An Interview With Jason Hartman

Jason Hartman

Jason Hartman

Published in

Authority Magazine

Asa part of my series about the ‘5 Things You Need To Know To Create A Successful Career Buying, Rehabbing, and Selling Properties’, I had the pleasure of interviewing Michael Salafia.

Michael Salafia is the managing partner of Stax Equity, a next-generation private equity firm focusing on value-add single tenant net lease retail assets. Michael also serves as Director of Real Estate for SQRL Holdings, a multi-dimensional development program revolutionizing the convenience store industry through laser-precision-tactical service models. Prior, Michael was an award-winning member of Marcus & Millichap’s National Retail Group and National Net Leased Properties Group and spent nearly eleven years as the lead digital strategy advisor to an agency portfolio of Fortune 500 companies and national brands. While at CRE powerhouse Marcus & Millichap, Michael quickly became a top agent, connecting CRE investors with investment-grade NNN properties in high-growth metros leased to the strongest names in retail. Michael is a licensed real estate broker and holds an MBA from Northeastern University, with undergrad studies in Finance at NEU and Babson College, and post-grad workshops at Sloan MIT.
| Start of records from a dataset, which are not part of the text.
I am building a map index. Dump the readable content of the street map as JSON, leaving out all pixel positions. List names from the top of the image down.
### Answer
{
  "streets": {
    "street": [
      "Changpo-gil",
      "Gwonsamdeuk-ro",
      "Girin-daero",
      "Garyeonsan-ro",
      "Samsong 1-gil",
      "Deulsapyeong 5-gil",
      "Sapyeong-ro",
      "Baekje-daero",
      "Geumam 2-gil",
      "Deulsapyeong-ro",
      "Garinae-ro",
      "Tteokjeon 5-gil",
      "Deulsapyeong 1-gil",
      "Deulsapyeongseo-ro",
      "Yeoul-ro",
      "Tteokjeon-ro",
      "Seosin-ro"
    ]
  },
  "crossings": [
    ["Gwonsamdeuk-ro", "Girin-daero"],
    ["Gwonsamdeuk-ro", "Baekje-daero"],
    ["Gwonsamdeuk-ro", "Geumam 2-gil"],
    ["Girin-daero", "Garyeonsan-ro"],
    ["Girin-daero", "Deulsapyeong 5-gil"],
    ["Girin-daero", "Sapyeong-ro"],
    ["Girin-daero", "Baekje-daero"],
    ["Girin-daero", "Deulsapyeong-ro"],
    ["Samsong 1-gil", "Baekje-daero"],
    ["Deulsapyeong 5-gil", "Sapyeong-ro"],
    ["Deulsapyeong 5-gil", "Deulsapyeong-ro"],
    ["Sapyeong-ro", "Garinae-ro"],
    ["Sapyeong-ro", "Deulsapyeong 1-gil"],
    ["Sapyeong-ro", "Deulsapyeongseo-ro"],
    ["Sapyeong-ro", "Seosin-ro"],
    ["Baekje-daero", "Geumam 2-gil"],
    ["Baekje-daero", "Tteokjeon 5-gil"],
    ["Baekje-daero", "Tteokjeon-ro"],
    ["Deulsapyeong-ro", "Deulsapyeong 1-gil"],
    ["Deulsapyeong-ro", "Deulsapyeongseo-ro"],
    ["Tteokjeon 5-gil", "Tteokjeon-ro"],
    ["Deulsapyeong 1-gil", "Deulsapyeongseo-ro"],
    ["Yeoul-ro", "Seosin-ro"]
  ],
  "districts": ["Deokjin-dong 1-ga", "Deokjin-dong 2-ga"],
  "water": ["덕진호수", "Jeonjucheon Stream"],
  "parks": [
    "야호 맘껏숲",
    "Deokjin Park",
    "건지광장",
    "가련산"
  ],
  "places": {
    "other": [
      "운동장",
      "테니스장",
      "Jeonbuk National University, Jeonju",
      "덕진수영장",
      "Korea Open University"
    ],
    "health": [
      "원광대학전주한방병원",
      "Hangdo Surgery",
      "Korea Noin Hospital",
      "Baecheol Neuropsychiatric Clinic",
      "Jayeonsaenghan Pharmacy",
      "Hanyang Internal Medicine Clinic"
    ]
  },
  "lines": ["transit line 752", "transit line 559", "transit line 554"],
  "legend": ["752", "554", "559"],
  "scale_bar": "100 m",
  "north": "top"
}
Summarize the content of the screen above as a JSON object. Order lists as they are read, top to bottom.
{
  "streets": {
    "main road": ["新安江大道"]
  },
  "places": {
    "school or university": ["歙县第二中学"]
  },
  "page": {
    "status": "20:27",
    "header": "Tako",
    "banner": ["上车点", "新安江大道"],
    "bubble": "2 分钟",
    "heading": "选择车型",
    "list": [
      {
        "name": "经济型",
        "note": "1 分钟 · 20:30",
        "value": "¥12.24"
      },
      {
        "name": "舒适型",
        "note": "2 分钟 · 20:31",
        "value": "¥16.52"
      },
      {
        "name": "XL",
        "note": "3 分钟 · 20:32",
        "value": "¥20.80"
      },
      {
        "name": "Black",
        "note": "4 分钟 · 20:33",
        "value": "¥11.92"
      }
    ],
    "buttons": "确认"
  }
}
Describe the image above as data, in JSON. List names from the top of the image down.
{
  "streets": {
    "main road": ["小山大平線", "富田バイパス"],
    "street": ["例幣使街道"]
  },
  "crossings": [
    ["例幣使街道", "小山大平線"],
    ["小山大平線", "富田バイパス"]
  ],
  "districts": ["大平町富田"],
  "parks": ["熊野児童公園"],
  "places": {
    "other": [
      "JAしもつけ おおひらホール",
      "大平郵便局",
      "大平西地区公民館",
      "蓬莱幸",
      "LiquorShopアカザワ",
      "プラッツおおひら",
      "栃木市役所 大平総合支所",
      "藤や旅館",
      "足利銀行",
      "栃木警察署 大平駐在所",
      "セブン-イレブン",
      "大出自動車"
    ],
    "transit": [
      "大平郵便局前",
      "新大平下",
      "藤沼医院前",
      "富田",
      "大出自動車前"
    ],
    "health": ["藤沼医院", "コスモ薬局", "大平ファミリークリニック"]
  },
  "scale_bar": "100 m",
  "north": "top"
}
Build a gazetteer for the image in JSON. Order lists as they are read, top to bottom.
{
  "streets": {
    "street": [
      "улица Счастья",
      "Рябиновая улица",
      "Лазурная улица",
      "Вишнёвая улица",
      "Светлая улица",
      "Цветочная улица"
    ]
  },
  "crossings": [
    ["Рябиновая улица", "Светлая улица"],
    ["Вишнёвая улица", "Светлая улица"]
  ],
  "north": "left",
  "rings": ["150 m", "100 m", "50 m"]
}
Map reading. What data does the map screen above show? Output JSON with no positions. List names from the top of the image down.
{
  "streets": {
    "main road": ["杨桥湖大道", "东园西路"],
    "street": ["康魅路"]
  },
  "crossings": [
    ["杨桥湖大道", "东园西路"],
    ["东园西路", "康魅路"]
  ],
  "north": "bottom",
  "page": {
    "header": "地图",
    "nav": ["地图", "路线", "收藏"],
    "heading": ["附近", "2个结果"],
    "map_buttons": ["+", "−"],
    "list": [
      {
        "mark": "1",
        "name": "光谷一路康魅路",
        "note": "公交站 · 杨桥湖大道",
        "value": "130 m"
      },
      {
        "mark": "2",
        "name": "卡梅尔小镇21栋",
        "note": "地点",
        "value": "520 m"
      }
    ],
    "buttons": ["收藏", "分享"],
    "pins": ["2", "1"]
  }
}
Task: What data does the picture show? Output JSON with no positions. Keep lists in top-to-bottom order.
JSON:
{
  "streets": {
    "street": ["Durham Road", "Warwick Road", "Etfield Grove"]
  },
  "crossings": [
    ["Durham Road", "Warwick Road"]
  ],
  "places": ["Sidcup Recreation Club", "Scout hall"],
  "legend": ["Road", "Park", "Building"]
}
Thank you so much for doing this with us! Can you tell us the “backstory” about what brought you to the Commercial Real Estate industry?

Inone way, I was born into the commercial real estate industry. My family has owned and operated commercial real estate for over 100 years. When I was growing up, my parents and I actually lived above one of the retail stores that we owned. When I graduated college, it was in the midst of a financial crisis and complete collapse of the commercial real estate market so I decided to focus on technology. Through working as a consultant in the beginning of my career, I ended up working for some large commercial real estate developers, Real Estate Investment Trusts (REITs), and Moody’s Analytics CRE, a commercial real estate analytics platform. I had the opportunity to support CEOs in multibillion dollar development funds and work directly with the chief economist at Moody’s Analytics CRE, which led me to where I am today.

Can you share with our readers the most interesting or amusing story that occurred to you in your career so far? Can you share the lesson or take away you took out of that story?

What I have found most interesting in my career is learning the difference between the market perception of an individual investor and the person controlling the development and creating the deals. It’s interesting to see what a private investor thinks they know. First, what the reality is of the actual business operations and then monetization of the underlying real estate. There’s a big difference. Investors feel very confident based on certain factors, such as the credit of having a large corporation as a tenant, but they are not privileged to the reality of what’s going on behind the scenes in that large corporation. Just because it’s a large corporation does not mean you’re getting the highest quality of people supporting your property. It doesn’t mean that you’re going to get the highest quality of service. I think the boutique experience is often overlooked and discounted. An example would be thinking nothing could go wrong with a big publicly traded company. Yet in my experience, those are some of the most notorious companies who will come back to investors and they’ll play legal hardball. It’s important to learn the dark side of the big corporations and all the pitfalls that go with it. The industry is not as secure as some people think.

Do you have a favorite “life lesson quote”? Can you share a story or example of how that was relevant to you in your life?

“If you keep pressing hard enough you will gain traction and you can be successful doing that.” I came into this business with zero contacts. I worked the phones and kept calling people. So my motto is if you just keep pressing hard enough, you know what you’re doing, and make enough noise, you will gain traction.

Are you working on any exciting new projects now? How do you think that will help people?

Yes, STAX Equity is currently looking at acquiring a significant portion of a national gas station convenience store operator. Through this, we would acquire over 150 properties. Each one of those properties has at least two or three full time employees. So that’s over 450 jobs that we’d be protecting, and most of them are in rural markets where there’s not a lot of other jobs available.

What do you think makes your company stand out? Can you share a story?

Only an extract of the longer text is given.